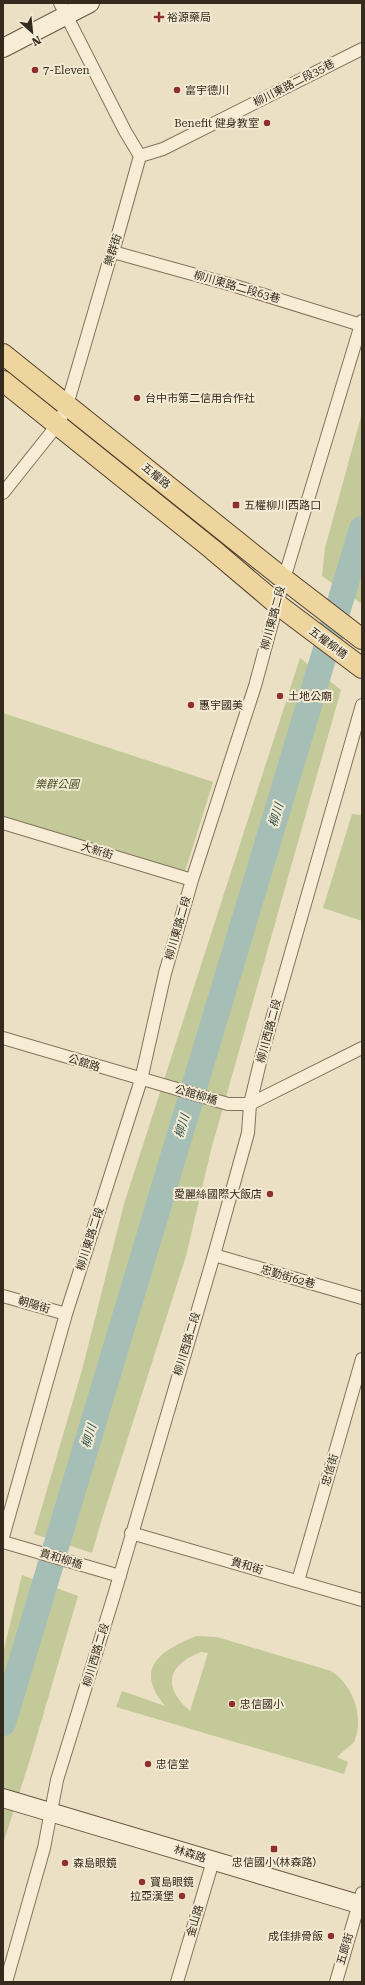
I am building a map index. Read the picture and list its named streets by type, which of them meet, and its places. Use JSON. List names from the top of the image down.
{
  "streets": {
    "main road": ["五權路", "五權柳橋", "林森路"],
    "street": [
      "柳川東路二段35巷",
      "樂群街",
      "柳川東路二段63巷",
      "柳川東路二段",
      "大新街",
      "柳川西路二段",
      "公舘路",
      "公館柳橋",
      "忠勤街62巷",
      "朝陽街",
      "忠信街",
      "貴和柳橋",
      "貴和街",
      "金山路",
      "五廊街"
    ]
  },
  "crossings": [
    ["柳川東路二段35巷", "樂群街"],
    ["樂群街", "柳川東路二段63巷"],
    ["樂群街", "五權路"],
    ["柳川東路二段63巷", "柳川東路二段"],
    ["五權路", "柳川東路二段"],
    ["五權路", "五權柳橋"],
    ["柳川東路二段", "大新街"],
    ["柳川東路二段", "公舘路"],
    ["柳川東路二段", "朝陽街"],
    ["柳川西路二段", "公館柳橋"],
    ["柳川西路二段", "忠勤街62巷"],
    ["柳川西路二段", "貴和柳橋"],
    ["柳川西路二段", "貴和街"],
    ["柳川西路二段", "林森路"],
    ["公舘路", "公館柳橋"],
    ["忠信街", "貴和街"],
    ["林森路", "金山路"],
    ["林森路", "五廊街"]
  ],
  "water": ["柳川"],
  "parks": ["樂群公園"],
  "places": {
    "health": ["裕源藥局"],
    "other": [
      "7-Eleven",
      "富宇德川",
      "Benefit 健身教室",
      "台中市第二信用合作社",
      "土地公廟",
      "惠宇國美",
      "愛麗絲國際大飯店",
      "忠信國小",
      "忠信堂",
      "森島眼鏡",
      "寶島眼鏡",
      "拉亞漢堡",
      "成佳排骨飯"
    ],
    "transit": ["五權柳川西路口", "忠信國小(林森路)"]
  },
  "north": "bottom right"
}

Problem to solve: The data above should be repeated exactly, minus any pictures.

Expected answer:
I am building a map index. Read the picture and list its named streets by type, which of them meet, and its places. Use JSON. List names from the top of the image down.
{
  "streets": {
    "main road": ["五權路", "五權柳橋", "林森路"],
    "street": [
      "柳川東路二段35巷",
      "樂群街",
      "柳川東路二段63巷",
      "柳川東路二段",
      "大新街",
      "柳川西路二段",
      "公舘路",
      "公館柳橋",
      "忠勤街62巷",
      "朝陽街",
      "忠信街",
      "貴和柳橋",
      "貴和街",
      "金山路",
      "五廊街"
    ]
  },
  "crossings": [
    ["柳川東路二段35巷", "樂群街"],
    ["樂群街", "柳川東路二段63巷"],
    ["樂群街", "五權路"],
    ["柳川東路二段63巷", "柳川東路二段"],
    ["五權路", "柳川東路二段"],
    ["五權路", "五權柳橋"],
    ["柳川東路二段", "大新街"],
    ["柳川東路二段", "公舘路"],
    ["柳川東路二段", "朝陽街"],
    ["柳川西路二段", "公館柳橋"],
    ["柳川西路二段", "忠勤街62巷"],
    ["柳川西路二段", "貴和柳橋"],
    ["柳川西路二段", "貴和街"],
    ["柳川西路二段", "林森路"],
    ["公舘路", "公館柳橋"],
    ["忠信街", "貴和街"],
    ["林森路", "金山路"],
    ["林森路", "五廊街"]
  ],
  "water": ["柳川"],
  "parks": ["樂群公園"],
  "places": {
    "health": ["裕源藥局"],
    "other": [
      "7-Eleven",
      "富宇德川",
      "Benefit 健身教室",
      "台中市第二信用合作社",
      "土地公廟",
      "惠宇國美",
      "愛麗絲國際大飯店",
      "忠信國小",
      "忠信堂",
      "森島眼鏡",
      "寶島眼鏡",
      "拉亞漢堡",
      "成佳排骨飯"
    ],
    "transit": ["五權柳川西路口", "忠信國小(林森路)"]
  },
  "north": "bottom right"
}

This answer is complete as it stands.